I was initially successfully at blogging because my mentor, Kaivan Dave, majorly helped. Kaivan set-up the front and back-end. All I needed to do was write, copy & paste, and upload a photo. This time around, I had to figure out everything on my own. But, I am able to use the lessons I learned from Kaivan to start in the right direction. And that empowers me to seek further mentorship.

At Grotto, Jennika’s support has been crucial to my first two attempts at scaling the climbing walls. On my second evening at the space, I attempted to climb the same V three times, only to get scared and stuck at the same spot.

On my fourth attempt, I took a step back and watched Jennika and another skilled climber maneuver past my limitation. Taking the space to learn from them allowed me to accept their encouragement. On my fourth try, I tapped into my courage and pushed past the mental restrictions that previously restrained me from physically making it to the top.

At some point in my ascension, I scrapped my arm and failed to notice, as I was engulfed in flow. My adrenaline was pulsating and I was 100% focused. It was a beautiful moment when I discovered the deep wall burn on the inside of my left forearm— it is a physical manifestations of my efforts and determination! A great reminder for now, but hopefully it won’t leave a scar ;)

For all of my new endeavors, I am going to find someone that knows what they are doing and watch them. Instead of waiting for the teacher to appear, I am going to go out and find the teacher myself, because it might be too late if I wait until I am “ready”.


The greatest lesson I have learned from my two climbing experiences at Grotto is the importance of resting.

I struggle at slowing down. I am hungry for growth and I am always ready to move on to the next challenge.

However, I am continuously learning how important it is to take time for myself. We need to let our hard work sink in and regain strength to avoid burning out.

I learned this lesson the hard way when I moved out to California last year. At first, I was working non-stop; I never took a full day off.

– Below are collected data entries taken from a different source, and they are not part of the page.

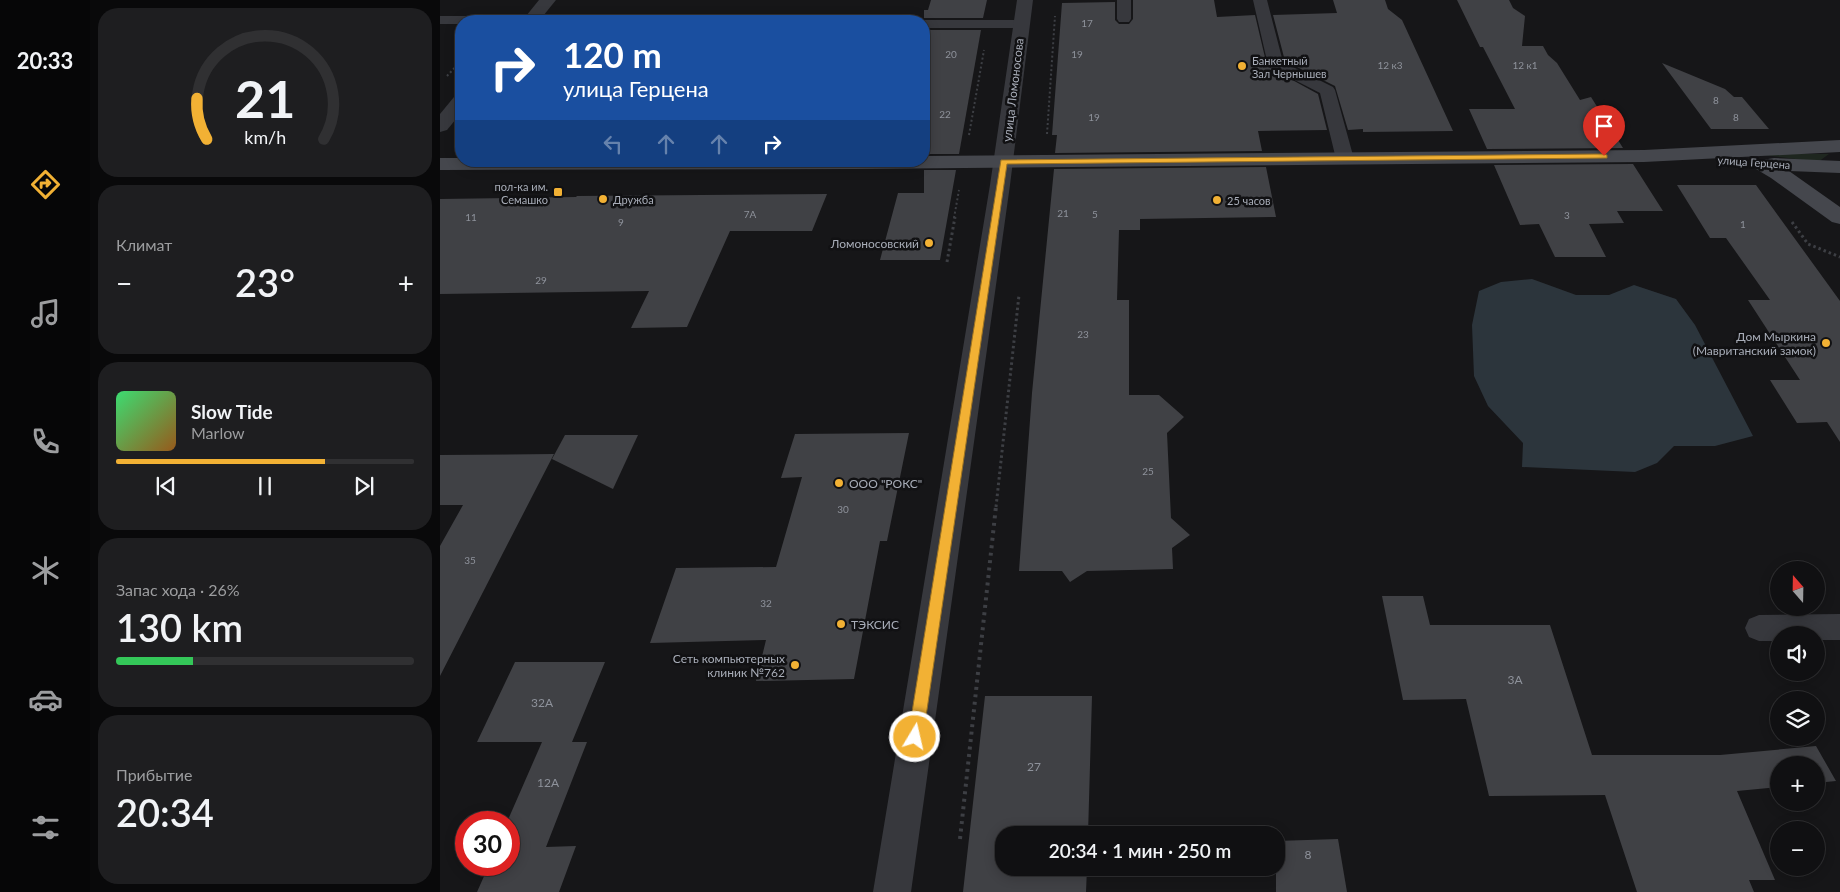 <!DOCTYPE html>
<html lang="ru">
<head>
<meta charset="utf-8">
<style>
  body { margin:0; font-family:Lato,sans-serif; background:#1e1e20; color:#f1f3f6; height:100vh; display:flex; flex-direction:column; font-size:19px; white-space:nowrap }
  * { box-sizing:border-box; margin:0 }
  p { font-size:16px; color:#9c9d9f }
  .icon { flex:none; width:28px; height:28px; fill:none; stroke:currentColor; stroke-width:2; stroke-linecap:round; stroke-linejoin:round }
  .map { position:relative; flex:1; overflow:hidden }
  .panel { display:flex; flex-direction:column; gap:8px; padding:8px; background:#09090a; width:350px }
  .panel>* { flex:none }
  .top-card { position:absolute; left:15px; top:15px; width:475px; height:152px; border-radius:20px; box-shadow:0 2px 12px #0003,0 0 0 1px #303032; background:#1a4fa0; color:#fff; overflow:hidden }
  .needle { width:32px; rotate:340deg }
  .controls { position:absolute; left:1330px; top:561px; display:grid; gap:10px }
  .controls a { display:grid; place-items:center; width:55px; height:55px; border-radius:50%; background:#101012; box-shadow:0 2px 12px #0003,0 0 0 1px #303032; font-size:25px }
  .speed { position:absolute; left:15px; top:811px; display:flex; gap:10px; font-size:25px; font-weight:700; text-align:center }
  .speed>* { display:grid; place-content:center; width:65px; height:65px; border-radius:50%; background:#101012; box-shadow:0 2px 12px #0003,0 0 0 1px #303032; line-height:1 }
  .speed .limit { border:8px solid #d22; background:#fff; color:#111 }
  .pin { position:absolute; display:grid; place-items:center; width:42px; height:42px; color:#fff; margin:-51px -21px; border-radius:50% 50% 50% 0; rotate:-45deg; box-shadow:0 0 5px #0007 }
  .pin .icon { rotate:45deg }
  .me { position:absolute; width:55px; margin:-28px; rotate:9deg; stroke-linejoin:round; filter:drop-shadow(0 0 4px #0008) }
  .turn { display:flex; align-items:center; gap:18px; height:105px; padding:0 25px; font-size:22px }
  .turn .icon { width:65px; height:65px; stroke-width:2.5 }
  .turn b { display:block; font-size:35px; line-height:42px }
  .lanes { display:flex; align-items:center; height:48px; padding:0 25px; background:#0003; justify-content:center; gap:25px; direction:ltr }
  .lanes .off { opacity:.35 }
  .big { font-size:38px; font-weight:600; line-height:1.1 }
  .panel .widget { flex:1; display:flex; flex-direction:column; justify-content:center; gap:8px; min-width:0; padding:0 18px; border-radius:20px; background:#1e1e20 }
  .panel .dial { align-items:center; gap:0 }
  .dial svg { height:130px; overflow:visible; fill:none; stroke:#303032; stroke-width:7; stroke-linecap:round; text-anchor:middle }
  .dial text { fill:#f1f3f6; stroke:none }
  .song { display:flex; align-items:center; gap:15px }
  .cover { width:60px; height:60px; border-radius:8px; background:linear-gradient(135deg,hsl(140 70% 55%),hsl(30 70% 35%)) }
  .played { height:5px; border-radius:2px; background:linear-gradient(90deg,#f2b134 70%,#303032 70%) }
  .keys { display:flex; justify-content:space-around; direction:ltr }
  .heat { display:flex; justify-content:space-between; align-items:center; font-size:28px; direction:ltr }
  .charge { height:8px; border-radius:4px; background:linear-gradient(90deg,#34c759 26%,#303032 0) }
  .trip { position:absolute; left:555px; top:826px; width:290px; height:50px; border-radius:20px; background:#101012; box-shadow:0 2px 12px #0003,0 0 0 1px #303032; font-weight:600; line-height:50px; text-align:center }
  main { display:flex; flex:1; min-height:0 }
  .dock { display:flex; flex-direction:column; width:90px; justify-content:space-around; align-items:center; background:#060607; color:#9c9d9f }
  .dock .icon { width:35px; height:35px }
  .dock .active { color:#f2b134 }
  .dock b { font-size:22px; color:#f1f3f6 }
  .map>svg:first-child { display:block }
  .green { fill:#1e261f }
  .water { fill:#2c353c }
  .building { fill:#404145 }
  .lines { fill:none; stroke-linecap:round; stroke-linejoin:round }
  .path-far2 { stroke:#3d3f44; stroke-width:2; stroke-dasharray:2 2.5; stroke-linecap:butt }
  .path-far1 { stroke:#3d3f44; stroke-width:3; stroke-dasharray:2.5 3; stroke-linecap:butt }
  .path { stroke:#3d3f44; stroke-width:4; stroke-dasharray:3 4.5; stroke-linecap:butt }
  .lane { fill:#37383d; fill-rule:evenodd }
  .street { fill:#37383d; fill-rule:evenodd }
  .secondary { fill:#45474d; fill-rule:evenodd }
  .route { fill:#f2b134; stroke:#9d7322 }
  .poi-dot { fill:#f2b134; stroke:#111113; stroke-width:2 }
  .labels { text-anchor:middle; dominant-baseline:central; stroke-width:5; stroke-linejoin:round; paint-order:stroke }
  .number-label { font-size:10px; fill:#8e929b }
  .far-poi-label { font-size:11px; fill:#a8adb8; stroke:#111113; text-anchor:start }
  .far-street-label { font-size:11px; fill:#a8adb8; stroke:#111113 }
  .street-label { font-size:12px; fill:#a8adb8; stroke:#111113 }
  .poi-label { font-size:12px; fill:#a8adb8; stroke:#111113; text-anchor:end }
  .near-number-label { font-size:12px; fill:#8e929b }
</style>
</head>
<body>
<main>
<nav class="dock">
<b>20:33</b>
<svg class="icon active" aria-label="directions" viewBox="0 0 24 24"><path d="M12 3l9 9-9 9-9-9zM9 14v-3h6M13 9l2 2-2 2"/></svg>
<svg class="icon" aria-label="music" viewBox="0 0 24 24"><path d="M9 18V5l10-2v13"/><circle cx="6" cy="18" r="3"/><circle cx="16" cy="16" r="3"/></svg>
<svg class="icon" aria-label="phone" viewBox="0 0 24 24"><path d="M5 4h4l2 5-3 2q2 4 5 5l2-3 5 2v4C11 20 4 13 5 4z"/></svg>
<svg class="icon" aria-label="climate" viewBox="0 0 24 24"><path d="M12 3v18M4 7l16 10M4 17L20 7"/></svg>
<svg class="icon" aria-label="car" viewBox="0 0 24 24"><path d="M5 17H2v-5l4-1 3-4h7l3 4 3 1v5h-3M9 17h6M6 11h13"/><circle cx="7" cy="17" r="2"/><circle cx="17" cy="17" r="2"/></svg>
<svg class="icon" aria-label="filters" viewBox="0 0 24 24"><path d="M4 7h16M4 17h16"/><circle cx="9" cy="7" r="2"/><circle cx="15" cy="17" r="2"/></svg>
</nav>
<section class="panel">
<div class="widget dial"><svg viewBox="0 0 100 80">
<path d="M14 69A42 42 0 1 1 86 69"/>
<path d="M14 69A42 42 0 0 1 8 44" stroke="#f2b134"/>
<text x="50" y="56" font-size="32" font-weight="700">21</text>
<text x="50" y="72" font-size="11">km/h</text>
</svg></div>
<div class="widget"><p>Климат</p>
<div class="heat"><a>−</a><b class="big">23°</b><a>+</a></div>
</div>
<div class="widget">
<div class="song"><i class="cover"></i><div><b>Slow Tide</b><p>Marlow</p></div></div>
<div class="played"></div>
<div class="keys"><svg class="icon" aria-label="previous" viewBox="0 0 24 24"><path d="M18 5L8 12l10 7zM5 5v14"/></svg><svg class="icon" aria-label="pause" viewBox="0 0 24 24"><path d="M8 5v14M16 5v14"/></svg><svg class="icon" aria-label="next" viewBox="0 0 24 24"><path d="M6 5l10 7-10 7zM19 5v14"/></svg></div>
</div>
<div class="widget"><p>Запас хода · 26%</p><b class="big">130 km</b><div class="charge"></div></div>
<div class="widget"><p>Прибытие</p><b class="big">20:34</b></div>
</section>
<div class="map">
<svg width="1400" height="892" viewBox="0 0 1400 892">
  <rect width="100%" height="100%" fill="#161618"/>
  <!-- green -->
  <path class="green" d="M1316,154H1389L1378,162Z"/>
  <!-- water -->
  <path class="water" d="M1092,279L1136,295H1169L1194,285L1236,299L1255,325L1313,436L1275,446H1234L1217,463L1195,472L1082,467L1083,443L1048,406L1034,376L1032,325L1039,291L1061,282Z"/>
  <!-- building -->
  <g class="building">
    <path d="M491,0H547L543,18H484V10H488Z"/>
    <path d="M693,0H774L777,17L815,15L827,66L878,94L887,130L818,131L822,151L615,153L617,135H612L622,3L675,2V20L679,24H689L693,19Z"/>
    <path d="M893,0H945L948,9L962,20L1013,131L923,132V129L908,130L895,86L845,61L833,15L897,13Z"/>
    <path d="M1017,0H1069L1073,8L1085,16L1082,46H1103L1108,55L1117,63L1140,100L1151,97L1183,148L1047,149L1029,109H1075L1043,47H1040Z"/>
    <path d="M484,30H541L519,154H484Z"/>
    <path d="M1222,63L1285,89L1294,97H1302L1329,129H1271Z"/>
    <path d="M1193,164L1223,211H1177L1184,223L1149,224L1166,257H1115L1099,224L1080,225L1054,165Z"/>
    <path d="M826,167L836,217L700,219V230H679L677,300H689V395H719L744,417L727,433L731,518L750,535L732,548L733,569L647,571L630,582L622,571H579L592,393L614,169Z"/>
    <path d="M484,170H516L500,260H440L458,193H484Z"/>
    <path d="M1237,185H1316L1400,301V442L1387,422L1357,423L1330,380H1360L1308,300H1330L1286,238H1270Z"/>
    <path d="M387,194L372,231H290L247,327L191,328L209,291L0,294V199L136,197L137,196Z"/>
    <path d="M469,433L447,541H440L414,679L316,681L326,640L210,643L236,568L336,567L362,477L341,478L355,434Z"/>
    <path d="M125,435H198L173,489L112,459Z"/>
    <path d="M114,454L64,551L0,676V546L23,505H0V455Z"/>
    <path d="M942,596H983L990,625H1110L1152,755H1280L1376,746L1396,781L1376,783V765H1339V787L1297,791L1335,880H1309L1314,892H1197L1165,795L1049,796L1026,699L963,700Z"/>
    <path d="M75,662H165L132,742H147L106,847L136,846L119,892H37L49,865H69L67,822L102,742H37Z"/>
    <path d="M545,696H652L648,835H564V868H647L646,892H523Z"/>
    <path d="M898,839L907,892H836V841Z"/>
  </g>
  <g class="lines">
    <!-- path-far2 -->
    <g class="path-far2">
      <path d="M7,76L21,61"/>
      <path d="M607,134L615,16"/>
      <path d="M529,135L544,50"/>
      <path d="M514,218L519,190"/>
    </g>
    <!-- path-far1 -->
    <g class="path-far1">
      <path d="M1352,222L1368,244L1400,257"/>
      <path d="M507,262L515,217"/>
      <path d="M556,507L579,295"/>
    </g>
    <!-- path -->
    <path class="path" d="M520,839L556,506"/>
    <!-- lane -->
    <g class="lane">
      <path d="M677,0H691V19L689,22H679L677,19Z"/>
      <path d="M813,0H827L843,62L893,87L895,90L914,159L911,163L905,164L899,163L896,159L880,93L831,68L828,65Z"/>
      <path d="M0,16H91L96,17L98,20L21,21V24H0Z"/>
      <path d="M484,20H581L586,21L588,24L586,27L581,28H484V21H479Z"/>
      <path d="M1400,614V640H1376V635H1339V641H1319L1309,637L1305,628L1309,619L1319,615Z"/>
    </g>
    <!-- street -->
    <g class="street">
      <path d="M99,0H116L99,21H82Z"/>
      <path d="M577,0H593L570,185L471,892H433L550,185Z"/>
      <path d="M21,95V113L7,130L0,132V114L14,97Z"/>
    </g>
    <!-- secondary -->
    <g class="secondary">
      <path d="M1400,140V152L1204,162L417,169L0,170V158H21V161H484V156L1204,150Z"/>
      <path d="M1334,158L1400,161V173L1349,171L1400,207V224L1392,222L1331,178L1316,169L1313,165L1316,161Z"/>
    </g>
  </g>
  <!-- route -->
  <path class="route" d="M1164,154L1167,155V158L567,164L483,737L480,742L475,744L470,742L468,737L561,160Z"/>
  <!-- markers -->
  <g class="poi-dot">
    <circle cx="802" cy="66" r="5"/>
    <rect x="113" y="187" width="10" height="10" rx="2.5"/>
    <circle cx="163" cy="199" r="5"/>
    <circle cx="777" cy="200" r="5"/>
    <circle cx="489" cy="243" r="5"/>
    <circle cx="1386" cy="343" r="5"/>
    <circle cx="399" cy="483" r="5"/>
    <circle cx="401" cy="624" r="5"/>
    <circle cx="355" cy="665" r="5"/>
  </g>
  <g class="labels">
    <!-- number labels -->
    <g class="number-label">
      <text x="647" y="23">17</text>
      <text x="511" y="54">20</text>
      <text x="637" y="54">19</text>
      <text x="950" y="65">12 к3</text>
      <text x="1085" y="65">12 к1</text>
      <text x="1276" y="100">8</text>
      <text x="505" y="114">22</text>
      <text x="654" y="117">19</text>
      <text x="1296" y="117">8</text>
      <text x="623" y="213">21</text>
      <text x="310" y="214">7А</text>
      <text x="655" y="214">5</text>
      <text x="1127" y="215">3</text>
      <text x="31" y="217">11</text>
      <text x="181" y="222">9</text>
      <text x="1303" y="224">1</text>
      <text x="101" y="280">29</text>
      <text x="643" y="334">23</text>
      <text x="708" y="471">25</text>
      <text x="403" y="509">30</text>
      <text x="30" y="560">35</text>
      <text x="326" y="603">32</text>
    </g>
    <!-- far-poi labels -->
    <g class="far-poi-label">
      <text x="812" y="60">Банкетный<tspan x="812" dy="13">Зал Чернышев</tspan></text>
      <text x="108" y="186" text-anchor="end">пол-ка им.<tspan x="108" dy="13">Семашко</tspan></text>
      <text x="173" y="199">Дружба</text>
      <text x="787" y="200">25 часов</text>
    </g>
    <!-- far-street labels -->
    <g class="far-street-label">
      <text transform="translate(1314 162) rotate(4)">улица Герцена</text>
    </g>
    <!-- street labels -->
    <g class="street-label">
      <text transform="translate(573 90) rotate(-83)">улица Ломоносова</text>
    </g>
    <!-- poi labels -->
    <g class="poi-label">
      <text x="479" y="243">Ломоносовский</text>
      <text x="1376" y="336">Дом Мыркина<tspan x="1376" dy="14">(Мавританский замок)</tspan></text>
      <text x="409" y="483" text-anchor="start">ООО "РОКС"</text>
      <text x="411" y="624" text-anchor="start">ТЭКСИС</text>
      <text x="345" y="658">Сеть компьютерных<tspan x="345" dy="14">клиник №762</tspan></text>
    </g>
    <!-- near-number labels -->
    <g class="near-number-label">
      <text x="1075" y="679">3А</text>
      <text x="102" y="702">32А</text>
      <text x="594" y="766">27</text>
      <text x="108" y="782">12А</text>
      <text x="868" y="854">8</text>
    </g>
  </g>
</svg>
<div class="controls">
<a><svg class="needle" viewBox="-14 -14 28 28"><path d="M0-13l5 13h-10z" fill="#e53935"/><path d="M0 13l5-13h-10z" fill="#9c9d9f"/></svg></a>
<a><svg class="icon" aria-label="sound" viewBox="0 0 24 24"><path d="M4 9h4l5-4v14l-5-4H4zM17 9q2 3 0 6"/></svg></a>
<a><svg class="icon" aria-label="layers" viewBox="0 0 24 24"><path d="M12 4l9 5-9 5-9-5zM3 14l9 5 9-5"/></svg></a>
<a>+</a>
<a>−</a>
</div>
<div class="speed"><div class="limit">30</div></div>
<div class="pin" style="left:1164px;top:156px;background:#d93025"><svg class="icon" aria-label="arrive" viewBox="0 0 24 24"><path d="M6 21V4h12l-3 4 3 4H6"/></svg></div>
<svg class="me" style="left:475px;top:737px" viewBox="-20 -20 40 40"><circle r="17" fill="#f2b134" stroke="#fff" stroke-width="3"/><path d="M0-11L8 9 0 5-8 9z" fill="#fff"/></svg>
<div class="trip">20:34 · 1 мин · 250 m</div>
<div class="top-card">
<div class="turn"><svg class="icon" aria-label="right" viewBox="0 0 24 24"><path d="M7 20v-9h11M14 6l5 5-5 5"/></svg><div><b>120 m</b>улица Герцена</div></div>
<div class="lanes"><svg class="icon off" aria-label="left" viewBox="0 0 24 24"><path d="M17 20v-9H6M10 6l-5 5 5 5"/></svg><svg class="icon off" aria-label="ahead" viewBox="0 0 24 24"><path d="M12 20V5M6 11l6-6 6 6"/></svg><svg class="icon off" aria-label="ahead" viewBox="0 0 24 24"><path d="M12 20V5M6 11l6-6 6 6"/></svg><svg class="icon" aria-label="right" viewBox="0 0 24 24"><path d="M7 20v-9h11M14 6l5 5-5 5"/></svg></div>
</div>
</div>
</main>
</body>
</html>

As a leader, I was setting a horrible example. It’s important we rest and engage in different activities so we can return to our work with a new, refreshed perspective. Through my mistakes, I’ve learned, I am better-off doing less. When I push myself to fatigue, I suffer in ALL of my efforts.

Resting between climbs is metaphorical of this advice. The first night I kept pushing and pushing and my extra attempts did not get me any higher on the wall. Similarly, when I over-check my email or spend too long at my computer screen, I do not accomplish any more work than I would have if I had kept to my work-life boundaries.  

I am glad I was able to experience the profoundness of resting and taking breaks on my ability to be successful climbing, because I know resting and taking space to rebuild will ALWAYS support my best living!